BBC News The Washington Post

6. Biden details measures to fight gun violence

President Biden met with New York City Mayor Eric Adams on Thursday to discuss ways to fight gun violence, about two weeks after two New York Police Department officers were shot and killed by a man who had an illegal gun. The Justice Department will work with state and local law enforcement to address "drivers of violence," Biden said.
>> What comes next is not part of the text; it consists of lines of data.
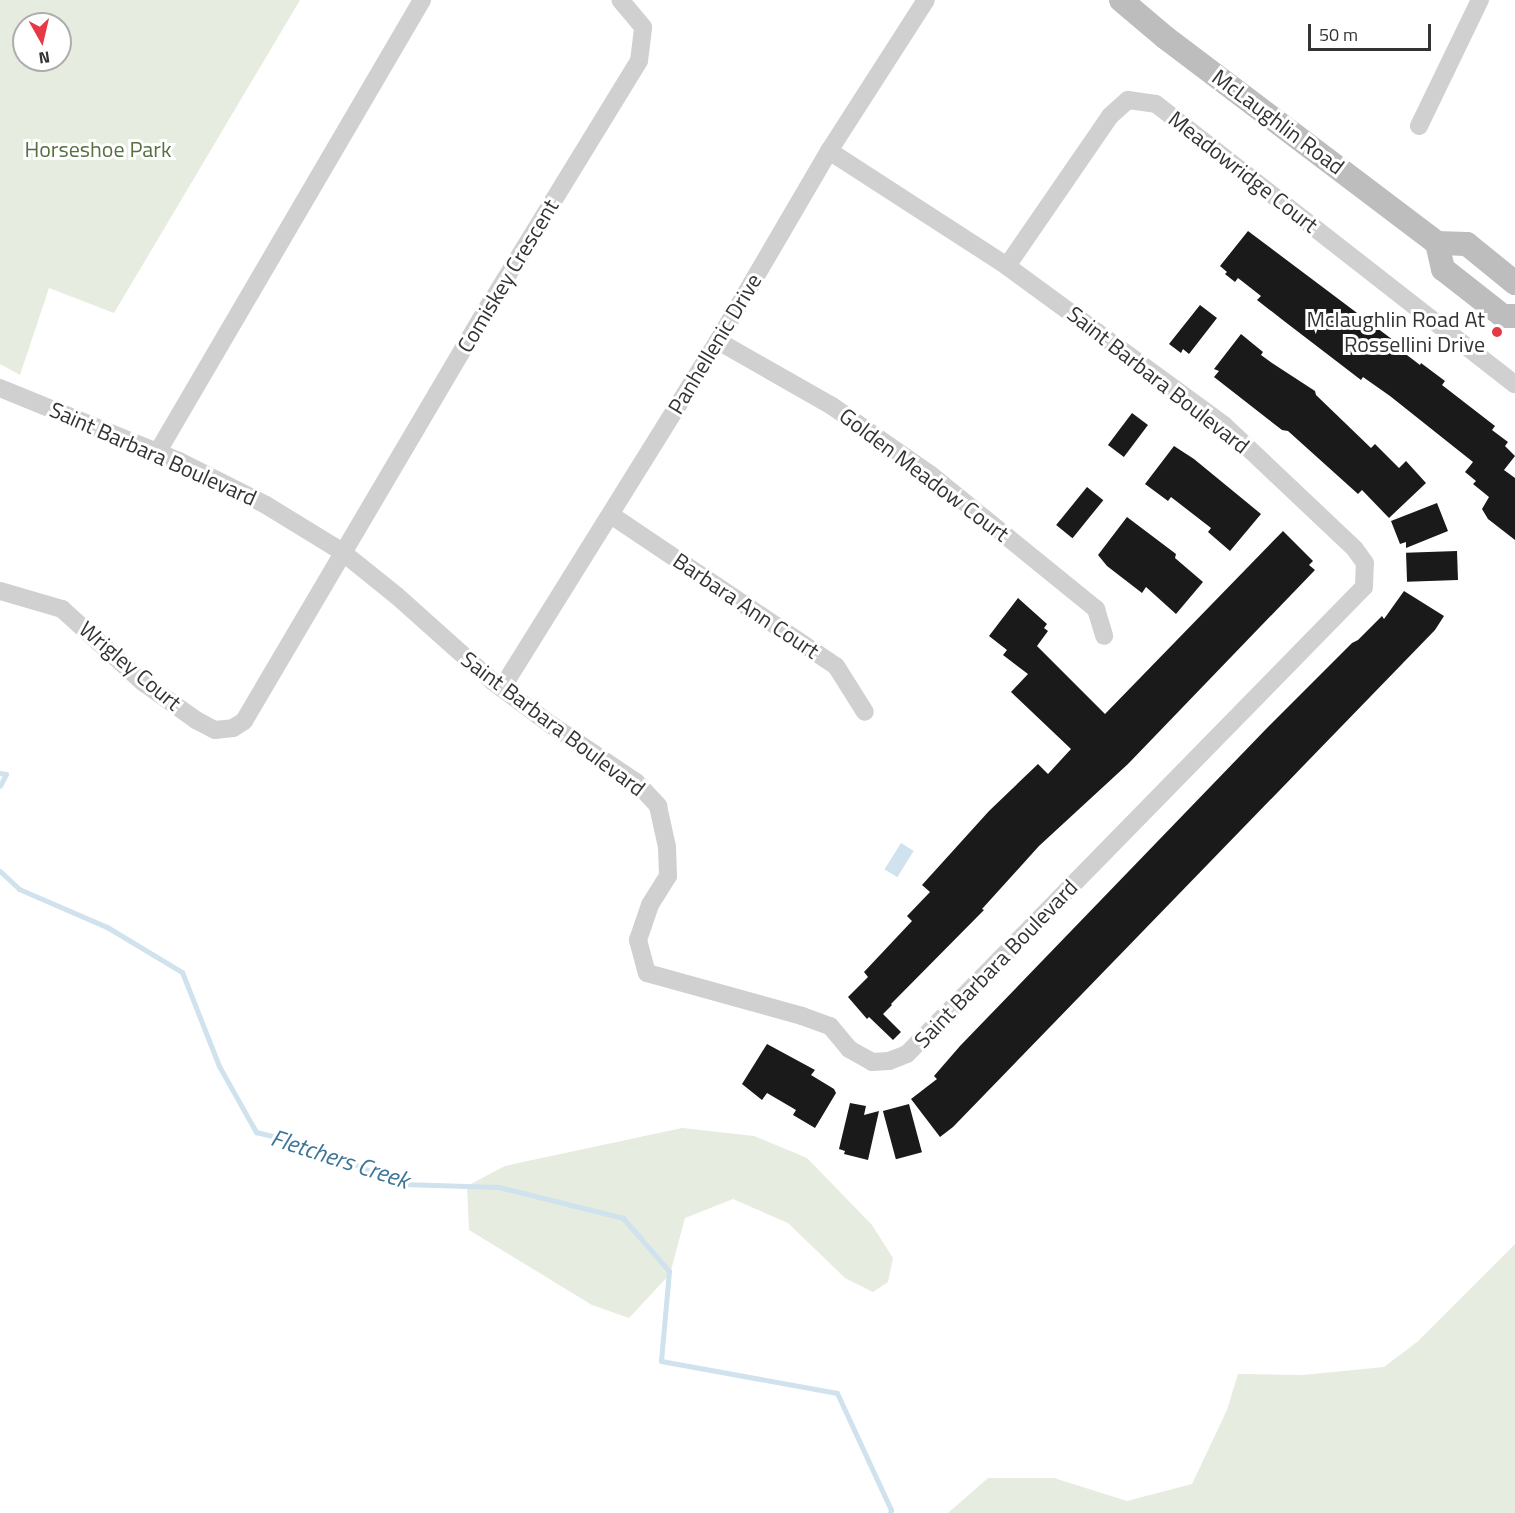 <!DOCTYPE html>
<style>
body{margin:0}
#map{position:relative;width:1515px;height:1513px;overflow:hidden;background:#fff;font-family:"Titillium Web",sans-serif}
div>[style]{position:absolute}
.green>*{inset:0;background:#e6ecdf}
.water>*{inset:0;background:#cfe2ee;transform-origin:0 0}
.stream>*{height:5px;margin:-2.5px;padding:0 2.5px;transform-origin:2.5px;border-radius:2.5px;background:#cfe2ee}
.building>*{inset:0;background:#1a1a1a;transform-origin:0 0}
.street>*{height:18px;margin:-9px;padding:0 9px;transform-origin:9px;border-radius:9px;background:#d0d0d0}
.secondary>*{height:24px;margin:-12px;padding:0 12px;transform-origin:12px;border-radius:12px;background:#bdbdbd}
.dots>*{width:16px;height:16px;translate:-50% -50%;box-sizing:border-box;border:3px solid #fff;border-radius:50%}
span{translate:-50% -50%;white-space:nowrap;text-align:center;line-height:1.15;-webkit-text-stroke:6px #fff;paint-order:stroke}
.street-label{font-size:22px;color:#333}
.park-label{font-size:22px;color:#56703f}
.poi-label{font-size:22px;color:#333}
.right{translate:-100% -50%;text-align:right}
.water-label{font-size:24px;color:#3f7597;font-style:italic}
.north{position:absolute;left:12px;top:12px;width:60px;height:60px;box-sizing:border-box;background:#fff;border:2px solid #adadad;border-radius:50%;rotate:172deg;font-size:16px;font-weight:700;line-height:24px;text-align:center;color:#333}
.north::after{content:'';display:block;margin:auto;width:21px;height:27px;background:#e63946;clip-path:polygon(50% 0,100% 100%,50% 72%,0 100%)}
.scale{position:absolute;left:1308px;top:24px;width:123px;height:27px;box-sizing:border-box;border:3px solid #333;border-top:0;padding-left:8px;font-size:18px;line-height:21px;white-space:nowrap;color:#333;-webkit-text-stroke:4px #fff;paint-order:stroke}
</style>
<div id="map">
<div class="green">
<i style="clip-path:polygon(evenodd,0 0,300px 0,114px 313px,49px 288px,20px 375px,0 364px,0 0,24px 24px,60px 24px,60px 60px,24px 60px,24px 24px)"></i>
<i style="clip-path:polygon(682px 1128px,754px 1136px,807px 1158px,872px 1225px,893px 1258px,888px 1282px,873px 1292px,845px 1278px,788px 1223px,733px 1199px,685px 1218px,670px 1274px,629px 1318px,592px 1305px,469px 1230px,467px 1186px,505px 1166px)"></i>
<i style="clip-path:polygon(1515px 1244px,1515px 1513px,948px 1513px,988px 1478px,1054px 1478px,1127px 1501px,1192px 1484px,1227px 1410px,1238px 1374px,1303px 1375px,1384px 1367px,1417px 1342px)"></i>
</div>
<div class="water">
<i style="left:901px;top:843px;width:15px;height:31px;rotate:32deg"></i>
</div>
<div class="stream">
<i style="left:0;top:773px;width:6px;rotate:9deg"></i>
<i style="left:6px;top:774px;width:13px;rotate:117deg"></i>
<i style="left:0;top:871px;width:26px;rotate:43deg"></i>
<i style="left:19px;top:889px;width:96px;rotate:23.4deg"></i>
<i style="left:107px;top:927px;width:87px;rotate:31deg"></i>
<i style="left:182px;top:972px;width:101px;rotate:68.5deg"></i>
<i style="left:219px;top:1066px;width:76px;rotate:60.7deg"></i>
<i style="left:256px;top:1132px;width:55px;rotate:13.8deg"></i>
<i style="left:309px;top:1145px;width:100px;rotate:23deg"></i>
<i style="left:401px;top:1184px;width:98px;rotate:1.8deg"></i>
<i style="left:499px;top:1187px;width:128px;rotate:14deg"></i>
<i style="left:623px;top:1218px;width:70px;rotate:49deg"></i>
<i style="left:669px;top:1271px;width:90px;rotate:95.1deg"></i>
<i style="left:661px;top:1361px;width:179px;rotate:10.3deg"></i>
<i style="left:837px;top:1393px;width:129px;rotate:65.2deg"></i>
<i style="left:891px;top:1510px;width:3px;rotate:108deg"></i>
</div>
<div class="building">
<i style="clip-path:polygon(1248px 231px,1401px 346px,1399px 349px,1420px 365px,1421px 363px,1445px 381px,1442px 385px,1495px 426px,1492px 430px,1508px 442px,1505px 446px,1515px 456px,1504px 470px,1515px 478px,1515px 540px,1488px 519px,1482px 509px,1489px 497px,1473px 484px,1476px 481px,1465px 472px,1473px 462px,1390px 396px,1363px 377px,1361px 380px,1284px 321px,1257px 300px,1261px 296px,1238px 278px,1235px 282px,1225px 274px,1227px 272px,1220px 266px)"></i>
<i style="clip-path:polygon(1200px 305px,1217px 318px,1189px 354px,1183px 349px,1181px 353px,1169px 344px)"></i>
<i style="clip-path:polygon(1241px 334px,1263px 352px,1261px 355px,1272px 363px,1315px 391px,1316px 395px,1371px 448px,1375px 444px,1399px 468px,1406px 461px,1426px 483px,1389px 518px,1362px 490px,1358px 494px,1288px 431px,1282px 430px,1214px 377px,1219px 371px,1214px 369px)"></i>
<i style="left:1132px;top:413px;width:20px;height:40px;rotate:37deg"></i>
<i style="clip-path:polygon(1174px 446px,1194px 459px,1261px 514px,1230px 551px,1208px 532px,1211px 528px,1171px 497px,1168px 501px,1145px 484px)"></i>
<i style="left:1087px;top:487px;width:21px;height:49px;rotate:39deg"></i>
<i style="clip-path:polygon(1437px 503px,1448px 531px,1406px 548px,1406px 542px,1400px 544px,1391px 521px)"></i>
<i style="clip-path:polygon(1127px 517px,1176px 554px,1175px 558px,1203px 582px,1176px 614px,1146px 587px,1142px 593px,1107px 566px,1098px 555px)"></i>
<i style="clip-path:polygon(1283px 531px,1313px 561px,1309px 565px,1315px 570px,1128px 764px,1039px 846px,982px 909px,984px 910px,891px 1004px,892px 1005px,883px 1014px,901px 1032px,893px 1040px,869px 1017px,867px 1019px,848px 997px,868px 977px,864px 972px,912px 921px,907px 916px,930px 892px,922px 885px,989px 811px,1038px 764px,1048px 774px,1071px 749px,1011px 692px,1028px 674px,1003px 655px,1007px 650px,989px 636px,1018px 598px,1047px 624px,1044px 628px,1048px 631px,1037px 646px,1105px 714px)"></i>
<i style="left:1457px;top:551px;width:29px;height:51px;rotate:88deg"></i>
<i style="clip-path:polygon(1404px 591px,1444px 616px,1435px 630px,953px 1127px,940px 1137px,911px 1099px,937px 1079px,934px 1076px,960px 1046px,1268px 727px,1352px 643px,1358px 640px,1382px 616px,1384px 619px)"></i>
<i style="clip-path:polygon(767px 1044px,815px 1070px,811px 1075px,834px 1089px,836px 1093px,815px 1128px,793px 1115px,796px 1110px,767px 1093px,762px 1100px,742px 1084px)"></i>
<i style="clip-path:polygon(850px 1103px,866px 1106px,864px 1115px,879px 1111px,868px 1160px,844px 1154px,845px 1151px,839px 1149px)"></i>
<i style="left:909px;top:1104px;width:50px;height:27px;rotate:75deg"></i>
</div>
<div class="street">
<i style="left:1419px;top:126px;width:140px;rotate:-64.2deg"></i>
<i style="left:1007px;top:266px;width:182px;rotate:-55.5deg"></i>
<i style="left:1110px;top:116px;width:24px;rotate:-42deg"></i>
<i style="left:1128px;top:100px;width:28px;rotate:8deg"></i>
<i style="left:1156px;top:104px;width:455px;rotate:38deg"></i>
<i style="left:718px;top:341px;width:131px;rotate:29.7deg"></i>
<i style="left:832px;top:406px;width:121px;rotate:34.9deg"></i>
<i style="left:931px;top:475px;width:213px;rotate:39.1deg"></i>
<i style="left:1096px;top:609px;width:28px;rotate:73deg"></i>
<i style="left:0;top:388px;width:193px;rotate:22.2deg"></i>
<i style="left:179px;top:461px;width:97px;rotate:26.8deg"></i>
<i style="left:266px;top:505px;width:88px;rotate:31.5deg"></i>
<i style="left:341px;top:551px;width:72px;rotate:38.8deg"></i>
<i style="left:397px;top:596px;width:127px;rotate:41.8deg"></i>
<i style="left:492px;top:681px;width:72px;rotate:36.6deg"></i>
<i style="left:550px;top:724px;width:104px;rotate:34deg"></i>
<i style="left:636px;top:782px;width:33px;rotate:47deg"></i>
<i style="left:658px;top:806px;width:42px;rotate:77.6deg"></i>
<i style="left:667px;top:847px;width:29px;rotate:88deg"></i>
<i style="left:668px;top:876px;width:34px;rotate:122deg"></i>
<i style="left:650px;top:905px;width:37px;rotate:109deg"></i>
<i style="left:638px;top:940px;width:34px;rotate:75deg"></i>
<i style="left:647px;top:973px;width:161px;rotate:15.5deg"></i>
<i style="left:802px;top:1016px;width:30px;rotate:20deg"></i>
<i style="left:830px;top:1026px;width:30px;rotate:50deg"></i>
<i style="left:849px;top:1049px;width:26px;rotate:29deg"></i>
<i style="left:872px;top:1062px;width:17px;rotate:-3deg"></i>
<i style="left:889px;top:1061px;width:19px;rotate:-21deg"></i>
<i style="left:907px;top:1054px;width:653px;rotate:-45.62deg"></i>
<i style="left:1364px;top:587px;width:24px;rotate:-88deg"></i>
<i style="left:1365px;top:563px;width:17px;rotate:-126deg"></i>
<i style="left:1355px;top:549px;width:180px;rotate:-136.6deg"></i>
<i style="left:1224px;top:425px;width:269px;rotate:-143.8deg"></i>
<i style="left:1007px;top:266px;width:212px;rotate:-147.1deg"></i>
<i style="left:157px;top:453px;width:525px;rotate:-59.67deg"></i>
<i style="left:611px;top:515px;width:271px;rotate:33.9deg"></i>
<i style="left:836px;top:666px;width:54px;rotate:57.8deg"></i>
<i style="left:0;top:591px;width:65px;rotate:16.2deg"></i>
<i style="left:62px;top:609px;width:110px;rotate:42.1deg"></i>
<i style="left:144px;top:683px;width:64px;rotate:35.4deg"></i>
<i style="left:196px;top:720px;width:21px;rotate:28deg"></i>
<i style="left:215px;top:730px;width:18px;rotate:-6deg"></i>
<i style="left:233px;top:728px;width:13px;rotate:-32deg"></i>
<i style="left:244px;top:721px;width:484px;rotate:-59.5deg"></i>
<i style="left:490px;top:304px;width:285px;rotate:-58.5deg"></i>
<i style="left:639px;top:61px;width:34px;rotate:-83deg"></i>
<i style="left:643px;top:27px;width:35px;rotate:-130deg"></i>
<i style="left:502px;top:688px;width:409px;rotate:-58.1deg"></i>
<i style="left:718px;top:341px;width:220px;rotate:-59.7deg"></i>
<i style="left:829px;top:151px;width:179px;rotate:-57.3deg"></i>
</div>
<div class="secondary">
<i style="left:1121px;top:0;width:59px;rotate:40.2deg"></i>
<i style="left:1166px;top:38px;width:340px;rotate:37.1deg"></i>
<i style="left:1437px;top:243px;width:30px;rotate:2deg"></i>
<i style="left:1467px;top:244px;width:62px;rotate:39.1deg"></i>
<i style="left:1437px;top:243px;width:27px;rotate:77deg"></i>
<i style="left:1443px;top:269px;width:76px;rotate:38.1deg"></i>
<i style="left:1503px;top:316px;width:12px"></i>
</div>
<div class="dots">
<i style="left:1497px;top:332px;background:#e63946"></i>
</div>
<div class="street-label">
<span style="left:1278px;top:122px;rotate:37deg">McLaughlin Road</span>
<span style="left:1243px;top:172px;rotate:38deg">Meadowridge Court</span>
<span style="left:508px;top:276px;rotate:-59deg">Comiskey Crescent</span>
<span style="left:715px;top:344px;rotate:-59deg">Panhellenic Drive</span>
<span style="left:1158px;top:380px;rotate:38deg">Saint Barbara Boulevard</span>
<span style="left:153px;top:454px;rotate:24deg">Saint Barbara Boulevard</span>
<span style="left:924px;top:475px;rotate:37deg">Golden Meadow Court</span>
<span style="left:746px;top:606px;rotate:34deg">Barbara Ann Court</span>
<span style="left:130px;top:666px;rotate:40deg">Wrigley Court</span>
<span style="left:553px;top:724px;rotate:37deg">Saint Barbara Boulevard</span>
<span style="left:996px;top:964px;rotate:-46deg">Saint Barbara Boulevard</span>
</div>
<div class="park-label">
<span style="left:98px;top:150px">Horseshoe Park</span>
</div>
<div class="poi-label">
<span class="right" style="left:1485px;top:332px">Mclaughlin Road At<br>Rossellini Drive</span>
</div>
<div class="water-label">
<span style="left:340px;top:1159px;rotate:18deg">Fletchers Creek</span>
</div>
<div class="north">N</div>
<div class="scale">50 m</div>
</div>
The department also is sending more resources to task forces working to shut down the Iron Pipeline, the route used to illegally funnel guns from the South to the northern United States. "The answer is not to defund the police," Biden said. "It's to give you the tools, the training, the funding to be partners, to be protectors and community leaders."

The New York Times ABC7

7. 4 of British Prime Minister Boris Johnson's top aides resign

Four top aides to British Prime Minister Boris Johnson resigned on Thursday, adding to a political crisis over a series of parties at Johnson's Downing Street office and residence in apparent violation of the government's own coronavirus lockdowns. Johnson's head of policy, Munira Mirza, chief of staff Dan Rosenfield, principal private secretary Martin Reynolds, and communications director Jack Doyle quit just days after a damning report that blamed the scandal on a "failure of leadership." News of the parties fueled angry calls for Johnson to step down. He said he was staying but apologized, and promised change. Mirza said she was resigning over what she called an inappropriate comment Johnson made about the opposition Labour Party, Keir Starmer.

Reuters CNN

8. Putin and Xi show solidarity in Beijing after U.S. warning over Ukraine

Russian President Vladimir Putin and Chinese leader Xi Jinping met in Beijing on Friday in a show of solidarity just hours after the Biden administration warned China not to help Russia evade potential sanctions over the Ukraine crisis. Russia has massed more than 100,000 troops near the Ukrainian border in what the U.S. and its allies say is preparation for an invasion. Western nations are threatening sanctions, and State Department spokesperson Ned Price said the U.S. and its allies "have an array of tools" to target "foreign companies, including those in China" that try to get around them. Putin is attending the Friday opening ceremony of the Beijing Winter Olympics. The U.S. is observing a diplomatic boycott of the Games.

The Washington Post

9. Amazon profits nearly doubled in critical holiday quarter

Amazon on Thursday reported that its profits nearly doubled in the crucial holiday quarter despite higher costs from labor and supply crunches stoked by the Omicron coronavirus variant surge. The online retail giant also got a $12 billion operating-income boost from its investment in electric-vehicle maker Rivian, and from gains in its cloud-computing and advertising businesses. The company's quarterly revenue reached $137.4 billion, up from $125.6 billion in the same period last year. Profit came in at $14.3 billion, up from $7.2 billion a year earlier. Amazon shares jumped by more than 14 percent in after-hours trading following the report.

The Wall Street Journal

10. Beijing Winter Olympics launch under Western diplomatic boycott

The Beijing Winter Olympics officially start Friday with the Opening Ceremony, making the Chinese capital the first city to host both the Summer and Winter Games. These Olympic Games are among the most controversial in decades. The United States and some other Western governments have declared a diplomatic boycott to protest China's "genocide and crimes against humanity" in the northwestern region of Xinjiang, where the Chinese government has cracked down on Uyghurs and other mostly Muslim ethnic minorities. China also has been stamping out pro-democracy activism in Hong Kong. China halted ticket sales for Olympic events due to the COVID-19 pandemic and is only allowing some groups of invited spectators to view in person under strict coronavirus-prevention measures.